_TRY IT_
Go through the data and report each line that holds the string "size".

_GIVEN DATA_
= = = = =

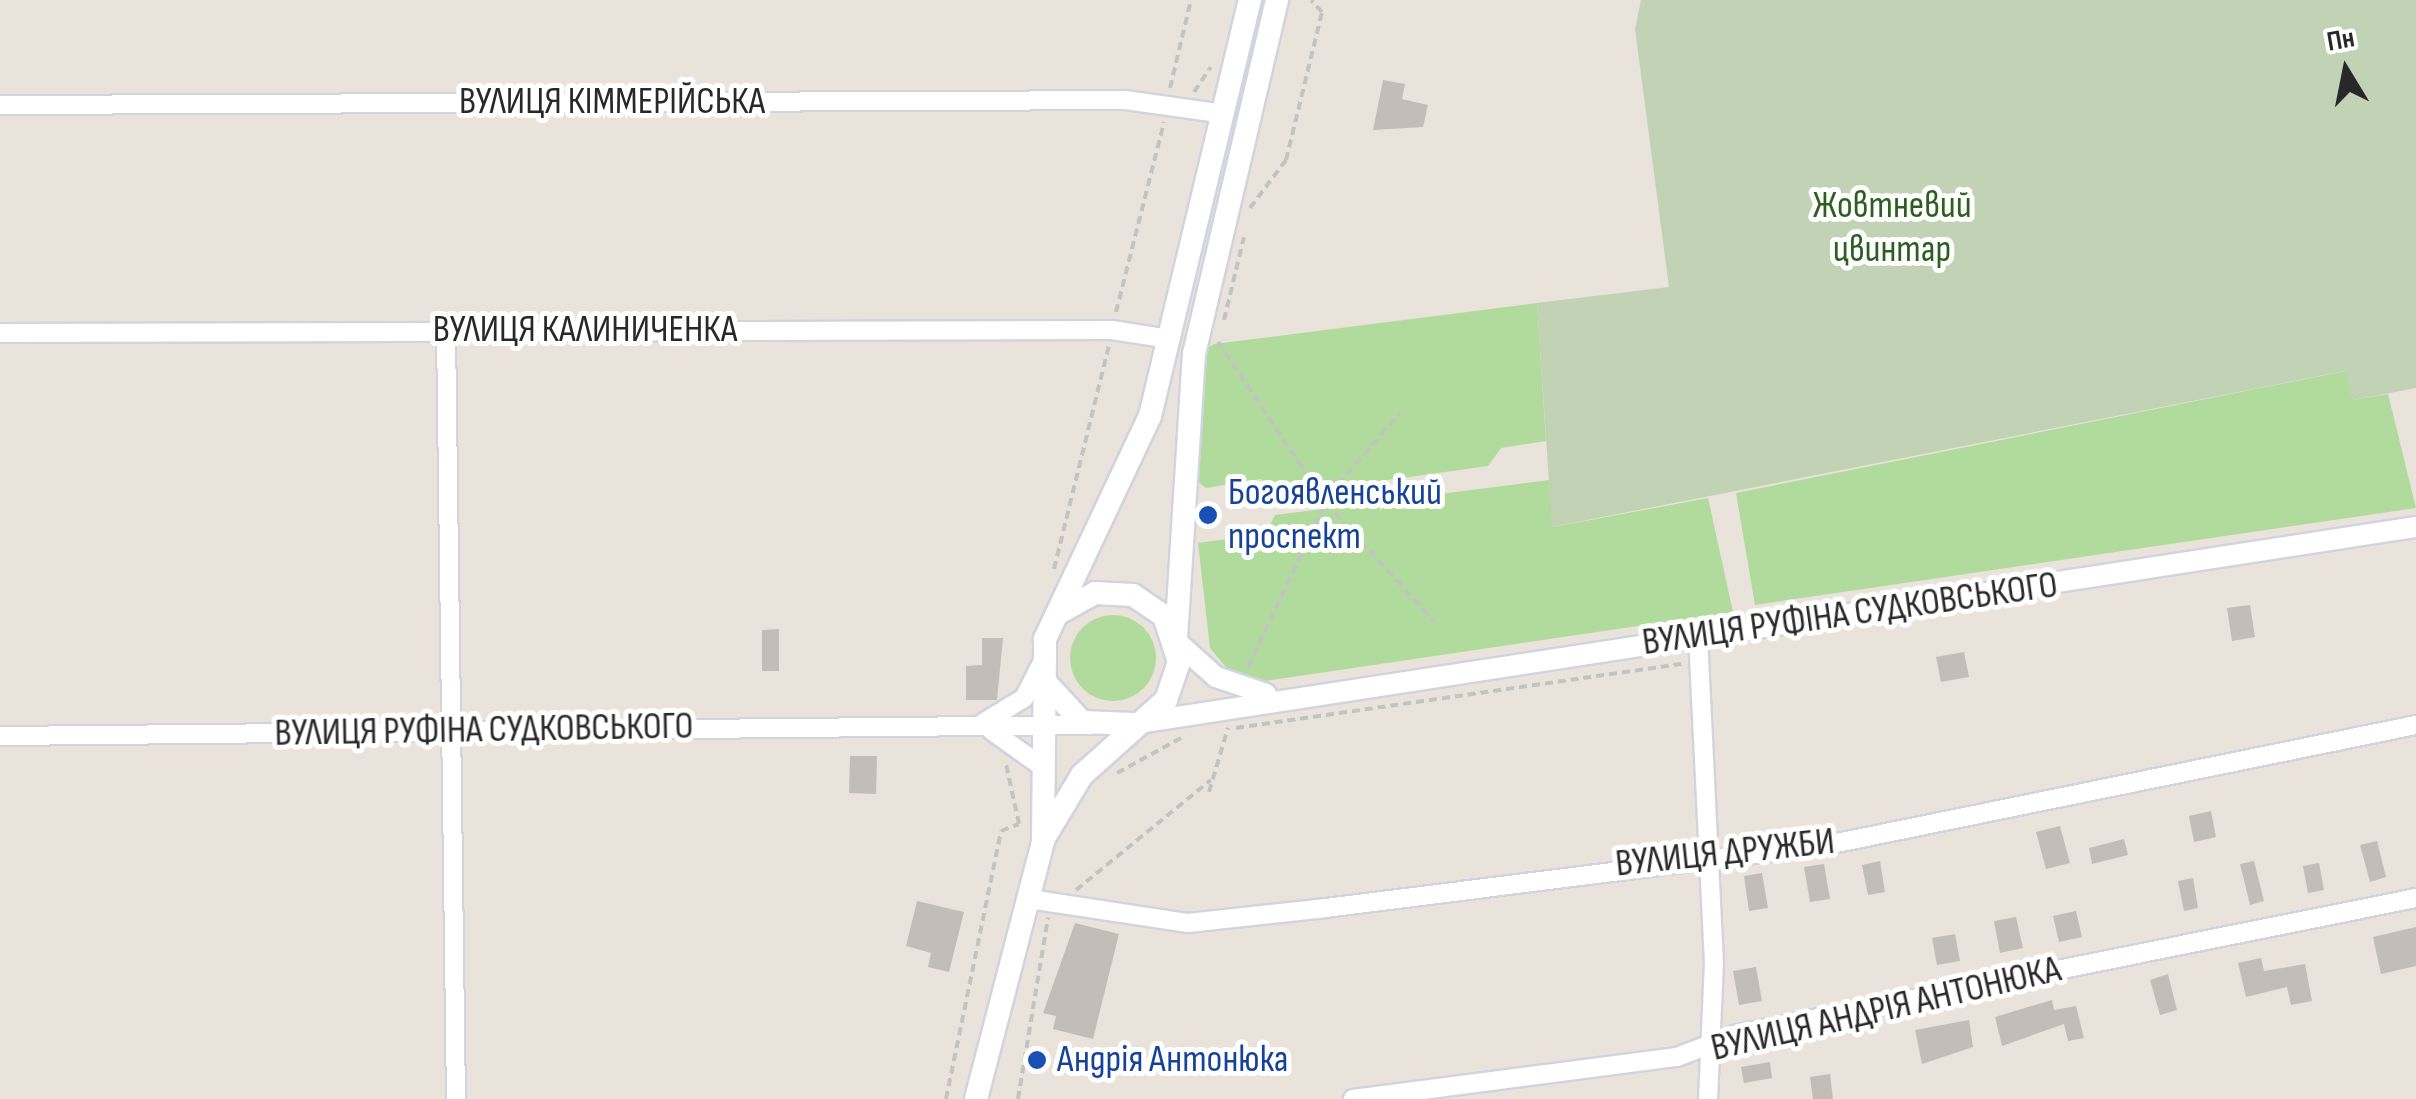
<!DOCTYPE html>
<meta charset="utf-8">
<style>
body{margin:0}
#map{position:relative;width:2416px;height:1099px;overflow:hidden;background:#e9e3db;font-family:"Sofia Sans Condensed",sans-serif}
div>[style]{position:absolute}
.green>*{inset:0;background:#b1db9c}
.round{border-radius:50%}
.cemetery>*{inset:0;background:#c2d2b4}
.building>*{inset:0;background:#c2bdb7}
.path>*{height:4px;margin-top:-2px;transform-origin:0;background:repeating-linear-gradient(90deg,#c3c3c3 0 8px,transparent 0 13px)}
.roads{filter:drop-shadow(2px 0 #d1d3e0) drop-shadow(-2px 0 #d1d3e0) drop-shadow(0 2px #d1d3e0) drop-shadow(0 -2px #d1d3e0)}
.minor>*{height:18px;margin:-9px;padding:0 9px;transform-origin:9px;border-radius:9px;background:#fff}
.tertiary>*{height:20px;margin:-10px;padding:0 10px;transform-origin:10px;border-radius:10px;background:#fff}
.secondary>*{height:22px;margin:-11px;padding:0 11px;transform-origin:11px;border-radius:11px;background:#fff}
.dots>*{width:28px;height:28px;translate:-50% -50%;box-sizing:border-box;border:5px solid #fff;border-radius:50%}
span{translate:-50% -50%;white-space:nowrap;text-align:center;line-height:1.15;-webkit-text-stroke:10px #fff;paint-order:stroke}
.street-label{font-size:38px;color:#282828}
.park-label{font-size:38px;color:#2c5e20}
.transit-label{font-size:38px;color:#164399}
.left{translate:0 -50%;text-align:left}
.north{position:absolute;left:2296px;top:20px;width:100px;height:100px;-webkit-text-stroke:8px #fff;paint-order:stroke;rotate:350deg;font-size:28px;font-weight:700;line-height:40px;text-align:center;color:#282828}
.north::after{content:'';display:block;margin:auto;width:35px;height:45px;background:#282828;clip-path:polygon(50% 0,100% 100%,50% 72%,0 100%)}
</style>
<div id="map">
<div class="green">
<i style="clip-path:polygon(1537px 303px,1546px 441px,1501px 448px,1488px 466px,1274px 496px,1261px 479px,1206px 488px,1195px 480px,1206px 349px,1214px 344px)"></i>
<i style="clip-path:polygon(2346px 371px,2353px 400px,2388px 394px,2416px 508px,1755px 605px,1736px 493px)"></i>
<i style="clip-path:polygon(1549px 480px,1553px 527px,1708px 498px,1733px 612px,1258px 682px,1230px 672px,1210px 648px,1198px 543px,1265px 534px,1275px 515px)"></i>
<i class="round" style="left:1070px;top:615px;width:86px;height:86px"></i>
</div>
<div class="cemetery">
<i style="clip-path:polygon(1641px 0,2416px 0,2416px 388px,2353px 400px,2345px 371px,1552px 527px,1537px 303px,1669px 287px,1635px 29px)"></i>
</div>
<div class="building">
<i style="clip-path:polygon(1383px 80px,1405px 84px,1402px 99px,1428px 105px,1423px 127px,1373px 130px)"></i>
<i style="clip-path:polygon(2250px 605px,2255px 637px,2232px 641px,2227px 608px)"></i>
<i style="clip-path:polygon(779px 629px,779px 671px,762px 671px,762px 630px)"></i>
<i style="clip-path:polygon(982px 638px,1003px 638px,997px 700px,966px 700px,966px 666px,982px 665px)"></i>
<i style="clip-path:polygon(1964px 652px,1969px 677px,1941px 682px,1936px 657px)"></i>
<i style="clip-path:polygon(850px 756px,877px 756px,876px 794px,849px 793px)"></i>
<i style="clip-path:polygon(2211px 811px,2216px 837px,2194px 842px,2189px 816px)"></i>
<i style="clip-path:polygon(2060px 826px,2070px 863px,2046px 869px,2036px 832px)"></i>
<i style="clip-path:polygon(2124px 839px,2128px 855px,2092px 864px,2089px 848px)"></i>
<i style="clip-path:polygon(2377px 841px,2386px 877px,2370px 882px,2360px 845px)"></i>
<i style="clip-path:polygon(1880px 861px,1885px 892px,1868px 895px,1862px 865px)"></i>
<i style="clip-path:polygon(2254px 861px,2264px 901px,2250px 905px,2240px 864px)"></i>
<i style="clip-path:polygon(2319px 863px,2324px 890px,2308px 893px,2303px 866px)"></i>
<i style="clip-path:polygon(1824px 864px,1830px 899px,1810px 902px,1804px 867px)"></i>
<i style="clip-path:polygon(1762px 873px,1768px 908px,1749px 911px,1744px 876px)"></i>
<i style="clip-path:polygon(2193px 878px,2198px 908px,2184px 911px,2178px 881px)"></i>
<i style="clip-path:polygon(917px 901px,964px 912px,949px 972px,928px 967px,931px 953px,906px 946px)"></i>
<i style="clip-path:polygon(2076px 911px,2082px 937px,2059px 942px,2053px 916px)"></i>
<i style="clip-path:polygon(2016px 917px,2023px 948px,2000px 953px,1994px 921px)"></i>
<i style="clip-path:polygon(1075px 923px,1119px 934px,1093px 1039px,1053px 1029px,1056px 1016px,1043px 1013px)"></i>
<i style="clip-path:polygon(2416px 927px,2416px 966px,2381px 974px,2373px 937px)"></i>
<i style="clip-path:polygon(1955px 934px,1960px 961px,1937px 965px,1932px 938px)"></i>
<i style="clip-path:polygon(2261px 958px,2264px 971px,2305px 964px,2312px 1001px,2291px 1005px,2287px 987px,2246px 997px,2238px 963px)"></i>
<i style="clip-path:polygon(1756px 967px,1762px 1001px,1739px 1005px,1733px 971px)"></i>
<i style="clip-path:polygon(2168px 974px,2177px 1010px,2160px 1015px,2150px 980px)"></i>
<i style="clip-path:polygon(2052px 1000px,2054px 1010px,2076px 1006px,2084px 1038px,2068px 1041px,2064px 1024px,2002px 1046px,1995px 1017px)"></i>
<i style="clip-path:polygon(1969px 1020px,1973px 1047px,1922px 1064px,1915px 1030px)"></i>
<i style="clip-path:polygon(1770px 1062px,1772px 1078px,1744px 1083px,1741px 1067px)"></i>
<i style="clip-path:polygon(1830px 1074px,1833px 1099px,1813px 1099px,1810px 1077px)"></i>
</div>
<div class="path">
<i style="left:1170px;top:88px;width:90px;rotate:-76.6deg"></i>
<i style="left:1194px;top:92px;width:30px;rotate:-56deg"></i>
<i style="left:1250px;top:208px;width:60px;rotate:-53.1deg"></i>
<i style="left:1286px;top:160px;width:152px;rotate:-76.3deg"></i>
<i style="left:1322px;top:12px;width:16px;rotate:-133deg"></i>
<i style="left:1116px;top:312px;width:196px;rotate:-75.8deg"></i>
<i style="left:1224px;top:320px;width:85px;rotate:-76.5deg"></i>
<i style="left:1218px;top:342px;width:194px;rotate:56.1deg"></i>
<i style="left:1326px;top:503px;width:161px;rotate:47.5deg"></i>
<i style="left:1054px;top:569px;width:231px;rotate:-76.2deg"></i>
<i style="left:1248px;top:667px;width:191px;rotate:-64.6deg"></i>
<i style="left:1330px;top:494px;width:107px;rotate:-49.2deg"></i>
<i style="left:1236px;top:728px;width:451px;rotate:-8.2deg"></i>
<i style="left:1117px;top:773px;width:75px;rotate:-28.6deg"></i>
<i style="left:1209px;top:792px;width:67px;rotate:-73.5deg"></i>
<i style="left:1076px;top:890px;width:174px;rotate:-39.2deg"></i>
<i style="left:946px;top:1099px;width:274px;rotate:-78.4deg"></i>
<i style="left:1001px;top:831px;width:19px;rotate:-21deg"></i>
<i style="left:1019px;top:824px;width:61px;rotate:-102.2deg"></i>
<i style="left:1018px;top:1099px;width:184px;rotate:-80.6deg"></i>
</div>
<div class="roads">
<div class="minor">
<i style="left:0;top:105px;width:1125px;rotate:-0.25deg"></i>
<i style="left:1125px;top:100px;width:100px;rotate:8deg"></i>
<i style="left:446px;top:329px;width:770px;rotate:89.26deg"></i>
<i style="left:0;top:333px;width:1112px;rotate:-0.15deg"></i>
<i style="left:1112px;top:330px;width:59px;rotate:8.8deg"></i>
<i style="left:1698px;top:636px;width:326px;rotate:87.2deg"></i>
<i style="left:1714px;top:962px;width:137px;rotate:92.5deg"></i>
<i style="left:983px;top:723px;width:48px;rotate:-31.4deg"></i>
<i style="left:1024px;top:698px;width:39px;rotate:-63deg"></i>
<i style="left:992px;top:731px;width:64px;rotate:35.4deg"></i>
<i style="left:0;top:736px;width:1091px;rotate:-0.58deg"></i>
<i style="left:1029px;top:899px;width:161px;rotate:8.6deg"></i>
<i style="left:1188px;top:923px;width:139px;rotate:-6.2deg"></i>
<i style="left:1326px;top:908px;width:505px;rotate:-7.17deg"></i>
<i style="left:1827px;top:845px;width:601px;rotate:-11.52deg"></i>
<i style="left:1353px;top:1099px;width:327px;rotate:-7.4deg"></i>
<i style="left:1677px;top:1057px;width:61px;rotate:-21.1deg"></i>
<i style="left:1734px;top:1035px;width:696px;rotate:-11.36deg"></i>
</div>
<div class="tertiary">
<i style="left:1177px;top:642px;width:52px;rotate:41.9deg"></i>
<i style="left:1216px;top:677px;width:53px;rotate:18.8deg"></i>
<i style="left:1138px;top:723px;width:1293px;rotate:-8.72deg"></i>
</div>
<div class="secondary">
<i style="left:1176px;top:639px;width:286px;rotate:-86.4deg"></i>
<i style="left:1194px;top:354px;width:364px;rotate:-76.8deg"></i>
<i style="left:1046px;top:683px;width:53px;rotate:47.3deg"></i>
<i style="left:1082px;top:722px;width:53px;rotate:2.2deg"></i>
<i style="left:1044px;top:838px;width:74px;rotate:-58.9deg"></i>
<i style="left:1082px;top:775px;width:113px;rotate:-41.8deg"></i>
<i style="left:1166px;top:700px;width:40px;rotate:-71.1deg"></i>
<i style="left:1179px;top:662px;width:48px;rotate:-108.1deg"></i>
<i style="left:1164px;top:616px;width:37px;rotate:-146deg"></i>
<i style="left:1133px;top:595px;width:38px;rotate:-177deg"></i>
<i style="left:1095px;top:593px;width:38px;rotate:151deg"></i>
<i style="left:976px;top:1099px;width:267px;rotate:-75.4deg"></i>
<i style="left:1043px;top:841px;width:202px;rotate:-89.4deg"></i>
<i style="left:1045px;top:639px;width:246px;rotate:-64.8deg"></i>
<i style="left:1150px;top:416px;width:428px;rotate:-76.5deg"></i>
</div>
</div>
<div class="dots">
<i style="left:1208px;top:515px;background:#1a4fb4"></i>
<i style="left:1037px;top:1060px;background:#1a4fb4"></i>
</div>
<div class="street-label">
<span style="left:612px;top:102px">ВУЛИЦЯ КІММЕРІЙСЬКА</span>
<span style="left:585px;top:330px">ВУЛИЦЯ КАЛИНИЧЕНКА</span>
<span style="left:1850px;top:614px;rotate:-8deg">ВУЛИЦЯ РУФІНА СУДКОВСЬКОГО</span>
<span style="left:484px;top:730px;rotate:-1deg">ВУЛИЦЯ РУФІНА СУДКОВСЬКОГО</span>
<span style="left:1725px;top:853px;rotate:-6deg">ВУЛИЦЯ ДРУЖБИ</span>
<span style="left:1886px;top:1009px;rotate:-13deg">ВУЛИЦЯ АНДРІЯ АНТОНЮКА</span>
</div>
<div class="park-label">
<span style="left:1892px;top:228px">Жовтневий<br>цвинтар</span>
</div>
<div class="transit-label">
<span class="left" style="left:1228px;top:515px">Богоявленський<br>проспект</span>
<span class="left" style="left:1057px;top:1060px">Андрія Антонюка</span>
</div>
<div class="north">Пн</div>
</div>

= = = = =

_SOLUTION TO THIS PROBLEM_
.street-label{font-size:38px;color:#282828}
.park-label{font-size:38px;color:#2c5e20}
.transit-label{font-size:38px;color:#164399}
.north{position:absolute;left:2296px;top:20px;width:100px;height:100px;-webkit-text-stroke:8px #fff;paint-order:stroke;rotate:350deg;font-size:28px;font-weight:700;line-height:40px;text-align:center;color:#282828}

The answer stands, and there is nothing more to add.